Dataset entries:

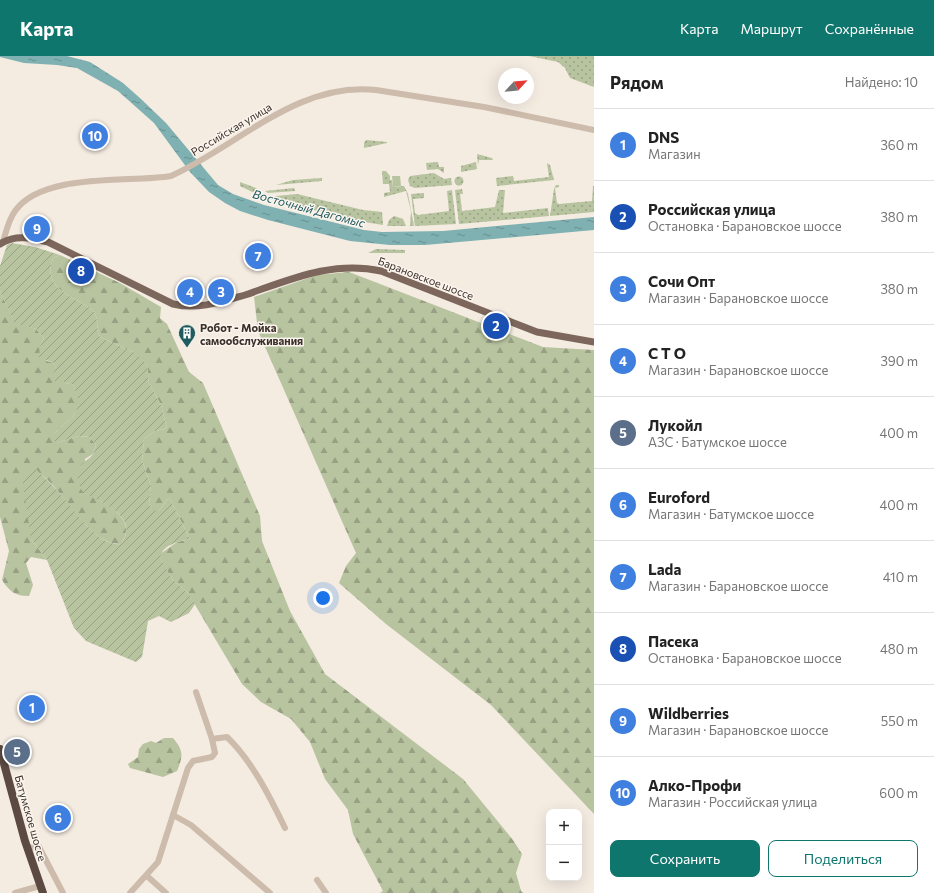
<!DOCTYPE html>
<html lang="ru">
<meta charset="utf-8">
<style>
:root{--surface:#fff;--page:#f6f6f6;--text:#222;--muted:#767676;--line:#e0e0e0;--accent:#0f766e}
body{margin:0;font-family:Commissioner,sans-serif;background:var(--page);color:var(--text)}
.controls{position:absolute;right:12px;bottom:12px;display:grid;overflow:hidden;border-radius:8px;box-shadow:0 4px 16px #0002}
.controls button{width:36px;height:36px;display:grid;place-items:center;padding:0;border:0;border-bottom:1px solid var(--line);background:var(--surface);color:var(--text);font:20px sans-serif}
.compass{position:absolute;left:498px;top:12px;width:36px;height:36px;border-radius:50%;background:var(--surface);box-shadow:0 4px 16px #0002;rotate:64deg}
.you{position:absolute;left:323px;top:542px;width:14px;height:14px;margin:-10px;border:3px solid #fff;border-radius:50%;background:#1a73e8;box-shadow:0 0 0 6px #1a73e833}
.badge{display:grid;place-items:center;width:26px;height:26px;border-radius:50%;background:var(--accent);color:#fff;font-size:13px;font-weight:700}
.pin{position:absolute;translate:-50% -50%;border:2px solid #fff;box-shadow:0 1px 4px #0006}
.list{margin:0;padding:0;list-style:none}
h2{display:flex;justify-content:space-between;align-items:center;height:52px;margin:0;padding:0 16px;font-size:17px}
h2 small{font-size:13px;font-weight:400;color:var(--muted)}
.list li{display:grid;grid-template-columns:26px 1fr auto;gap:12px;align-items:center;box-sizing:border-box;height:72px;padding:0 16px;border-top:1px solid var(--line)}
.list b{display:block;font-size:15px;white-space:nowrap}
.list p{margin:0;font-size:13px;white-space:nowrap;color:var(--muted)}
.list em{font-size:13px;font-style:normal;color:var(--muted)}
.actions{display:flex;gap:8px;padding:12px 16px}
.actions a{flex:1;padding:9px 0;border:1px solid var(--accent);border-radius:8px;text-align:center;font-size:14px;color:var(--accent)}
.actions .main{background:var(--accent);color:#fff}
.map{position:relative;flex:none;width:594px;height:837px;overflow:hidden}
header{display:flex;align-items:center;gap:24px;box-sizing:border-box;height:56px;padding:0 20px;background:var(--accent);color:#fff}
header strong{font-size:19px}
nav{display:flex;gap:22px;margin-inline-start:auto;font-size:14px}
main{display:flex}
aside{flex:1;background:var(--surface)}
.map>svg:first-child{display:block}
</style>
<header>
<strong>Карта</strong>
<nav><a>Карта</a><a>Маршрут</a><a>Сохранённые</a></nav>
</header>
<main>
<div class="map">
<svg width="594" height="837" viewBox="0 0 594 837">
<defs>
<pattern id="grass-dots" width="8" height="8" patternUnits="userSpaceOnUse"><rect width="8" height="8" fill="#b8c4a0"/><path d="M2 2h.1M6 6h.1" fill="none" stroke="#97a083" stroke-width="1.8" stroke-linecap="round"/></pattern>
<pattern id="forest-firs" width="22" height="20" patternUnits="userSpaceOnUse"><rect width="22" height="20" fill="#b8c4a0"/><path d="M5 1l3.5 6h-7zM16 11l3.5 6h-7z" fill="#97a083"/></pattern>
<pattern id="garden-furrows" width="10" height="10" patternUnits="userSpaceOnUse"><rect width="10" height="10" fill="#b8c4a0"/><path d="M-1 1l2-2M0 10L10 0M9 11l2-2" fill="none" stroke="#97a083"/></pattern>
<pattern id="water-ripples" width="26" height="14" patternUnits="userSpaceOnUse"><rect width="26" height="14" fill="#7fb0b2"/><path d="M2 4q2-2 4 0t4 0M15 11q2-2 4 0t4 0" fill="none" stroke="#699091"/></pattern>
</defs>
<rect width="100%" height="100%" fill="#f4ebe1"/>
<g fill="url(#grass-dots)">
<polygon points="529,0 594,0 594,31 570,22 565,12 558,6"/>
<polygon points="366,84 387,86 387,87 364,92 364,87"/>
<polygon points="477,98 492,102 493,104 479,104 478,109"/>
<polygon points="438,106 439,111 444,111 444,117 438,113 427,114 426,107"/>
<polygon points="476,106 477,113 461,116 461,110"/>
<polygon points="547,107 550,109 554,124 497,130 496,122 513,120 514,125 549,121"/>
<polygon points="382,115 386,115 390,120 390,124 392,124 393,131 404,130 408,138 414,170 410,170 411,155 406,135 384,141 384,137 390,136 389,128 383,128"/>
<polygon points="434,117 444,123 451,122 452,129 415,132 410,130 408,124 410,120"/>
<circle cx="459" cy="125" r="4.5"/>
<polygon points="322,122 322,125 276,129 293,124"/>
<polygon points="240,126 256,132 266,141 297,138 363,154 382,156 383,169 358,165 265,142 240,130"/>
<polygon points="556,129 559,129 559,131 555,132 557,147 559,148 592,145 593,130 594,130 594,156 550,160 554,133"/>
<polygon points="294,132 295,135 268,137 265,135"/>
<polygon points="462,133 463,138 460,138 462,155 495,151 499,134 505,134 503,157 548,152 549,160 459,168 455,134"/>
<polygon points="452,134 456,168 415,170 411,138 424,137 424,142 413,143 415,157 418,159 449,155 447,135"/>
<polygon points="394,160 403,163 406,170 387,170 389,164"/>
<polygon points="376,193 405,194 405,197 368,197"/>
</g>
<g fill="url(#forest-firs)">
<path d="M60 199 120 227 161 251 160 262 167 268 189 316 203 327 260 460 262 485 290 555 325 618 463 723 513 784 522 798 516 817 521 835 523 837H380L383 835 353 778 348 754 325 723 310 686 291 663 261 646 242 628 188 537 172 523 164 510 160 502V498L177 486 190 483 169 441 159 455H152L149 448 151 430 142 404 144 383 153 376 167 372 161 349 149 327 147 310 133 296 100 281C95 272 100 263 93 255 91 251 84 249 80 246 61 236 44 226 53 202Z"/>
<polygon points="349,216 543,291 594,294 594,758 491,649 386,568 339,527 346,510 356,497 258,275 254,241 317,219"/>
<path d="M0 235 14 266 36 273 44 282 40 290 47 305 54 307 62 326 73 329 81 347 73 360 55 377 57 387 78 380 90 381 96 389 93 398 85 403 84 437C104 446 139 462 121 488 96 490 72 451 57 434 51 426 42 419 34 413L31 483 47 504 31 501 26 507 33 529 29 540C15 540 10 536 2 524L9 495 0 461Z"/>
<path d="M164 682H173C184 695 183 700 177 715L163 721 130 712 128 708 138 701 139 693 143 688 151 685 156 687Z"/>
</g>
<path fill="url(#garden-furrows)" d="M12 187 35 191 60 199 53 202C44 226 61 236 80 246 84 249 91 251 93 255 100 263 95 273 100 281L133 296 141 302 147 310 149 327 161 349 167 372 153 376 144 383 142 404 151 430 149 448 152 454 159 455 169 441 190 483C179 485 162 489 160 502L172 523 188 537 195 548 189 557 171 566 159 560 148 565 142 601 136 606 86 585 74 572 47 504 31 483 22 422 35 412C41 419 49 425 55 432 71 448 96 491 121 488 138 464 110 450 92 441 90 440 86 439 84 437 79 432 76 420 78 414 81 406 89 404 93 398 94 396 95 392 96 389L90 381 78 380 57 387 53 384 55 377 73 360 80 347 73 329 62 326 56 327 52 319 56 313 54 307 39 301 40 290 44 282 36 273 14 267 0 235V210L7 189Z"/>
<polygon fill="#b8c4a0" points="392,120 400,120 401,130 393,131"/>
<polygon fill="url(#water-ripples)" points="0,0 67,0 90,6 123,27 141,43 166,67 218,129 233,138 264,149 364,174 382,176 443,175 594,161 594,174 425,189 390,189 350,185 268,164 240,155 225,147 209,136 190,116 154,67 118,35 77,12 57,9 24,7 0,1"/>
<g fill="none" stroke-linecap="round" stroke-linejoin="round">
<g stroke="#cdbbac" stroke-width="6">
<path d="M3 186C6 176 8 165 15 155 43 116 129 127 171 120 238 90 298 25 376 34L484 51 594 74"/>
<path d="M212 683 227 681C252 705 270 741 285 772"/>
<polyline points="173,759 191,769 270,837"/>
<polyline points="27,792 39,791 63,837"/>
<polyline points="147,820 166,837"/>
<polyline points="317,824 326,837"/>
<polyline points="15,837 40,830"/>
<polyline points="130,837 158,806 188,712 193,705 212,701 215,697 212,683 196,636"/>
</g>
<path stroke="#7d675c" stroke-width="7" d="M0 188C15 178 32 182 48 186L173 248C198 254 221 246 245 239 289 224 333 204 381 215L537 276 594 286"/>
<polyline stroke="#5c4a42" stroke-width="8" points="0,693 25,785 43,837"/>
</g>
<defs>
<g id="building-pin" transform="scale(0.9)"><path d="M0 17L-7.5 6A9.5 9.5 0 1 1 7.5 6Z" fill="#1f5a5e" stroke="#fbf5ee"/><path d="M-4-6H4V6H1V3H-1V6H-4ZM-2.5-4.3h1.7v1.8h-1.7ZM.8-4.3h1.7v1.8H.8ZM-2.5-1h1.7V.8h-1.7ZM.8-1h1.7V.8H.8Z" fill="#fff"/></g>
</defs>
<g fill-rule="evenodd">
<use href="#building-pin" x="187" y="277"/>
</g>
<g text-anchor="middle" dominant-baseline="central" stroke-width="3" stroke-linejoin="round" paint-order="stroke">
<g font-size="11" fill="#3b302b" stroke="#fbf5ee">
<text transform="translate(231 73) rotate(-31)">Российская улица</text>
<text transform="translate(426 222) rotate(21)">Барановское шоссе</text>
<text transform="translate(31 762) rotate(74)">Батумское шоссе</text>
</g>
<g font-size="11" font-weight="bold" fill="#3b302b" stroke="#fbf5ee" text-anchor="start">
<text x="200" y="271">Робот - Мойка<tspan x="200" dy="13">самообслуживания</tspan></text>
</g>
<g font-size="12" font-style="italic" fill="#1f5a5e" stroke="#fbf5ee">
<text transform="translate(309 152) rotate(15)">Восточный Дагомыс</text>
</g>
</g>
</svg>
<div class="controls">
<button>+</button>
<button>−</button>
</div>
<svg class="compass" viewBox="-18 -18 36 36"><path d="M0-13l5 13h-10z" fill="#e53935"/><path d="M0 13l5-13h-10z" fill="#767676"/></svg>
<div class="you"></div>
<div class="pin badge" style="left:32px;top:652px;background:#3f7fe0">1</div>
<div class="pin badge" style="left:496px;top:270px;background:#1a4fb4">2</div>
<div class="pin badge" style="left:221px;top:236px;background:#3f7fe0">3</div>
<div class="pin badge" style="left:190px;top:236px;background:#3f7fe0">4</div>
<div class="pin badge" style="left:17px;top:696px;background:#5c6f8a">5</div>
<div class="pin badge" style="left:58px;top:762px;background:#3f7fe0">6</div>
<div class="pin badge" style="left:258px;top:200px;background:#3f7fe0">7</div>
<div class="pin badge" style="left:81px;top:215px;background:#1a4fb4">8</div>
<div class="pin badge" style="left:37px;top:173px;background:#3f7fe0">9</div>
<div class="pin badge" style="left:95px;top:80px;background:#3f7fe0">10</div>
</div>
<aside>
<h2>Рядом<small>Найдено: 10</small></h2>
<ul class="list">
<li><span class="badge" style="background:#3f7fe0">1</span><div><b>DNS</b><p>Магазин</p></div><em>360 m</em></li>
<li><span class="badge" style="background:#1a4fb4">2</span><div><b>Российская улица</b><p>Остановка · Барановское шоссе</p></div><em>380 m</em></li>
<li><span class="badge" style="background:#3f7fe0">3</span><div><b>Сочи Опт</b><p>Магазин · Барановское шоссе</p></div><em>380 m</em></li>
<li><span class="badge" style="background:#3f7fe0">4</span><div><b>С Т О</b><p>Магазин · Барановское шоссе</p></div><em>390 m</em></li>
<li><span class="badge" style="background:#5c6f8a">5</span><div><b>Лукойл</b><p>АЗС · Батумское шоссе</p></div><em>400 m</em></li>
<li><span class="badge" style="background:#3f7fe0">6</span><div><b>Euroford</b><p>Магазин · Батумское шоссе</p></div><em>400 m</em></li>
<li><span class="badge" style="background:#3f7fe0">7</span><div><b>Lada</b><p>Магазин · Барановское шоссе</p></div><em>410 m</em></li>
<li><span class="badge" style="background:#1a4fb4">8</span><div><b>Пасека</b><p>Остановка · Барановское шоссе</p></div><em>480 m</em></li>
<li><span class="badge" style="background:#3f7fe0">9</span><div><b>Wildberries</b><p>Магазин · Барановское шоссе</p></div><em>550 m</em></li>
<li><span class="badge" style="background:#3f7fe0">10</span><div><b>Алко-Профи</b><p>Магазин · Российская улица</p></div><em>600 m</em></li>
</ul>
<div class="actions"><a class="main">Сохранить</a><a>Поделиться</a></div>
</aside>
</main>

**Requirement**
Your answer should consist of the lines above that hold the word "header", copied exactly.

**Task solution**
header{display:flex;align-items:center;gap:24px;box-sizing:border-box;height:56px;padding:0 20px;background:var(--accent);color:#fff}
header strong{font-size:19px}
<header>
</header>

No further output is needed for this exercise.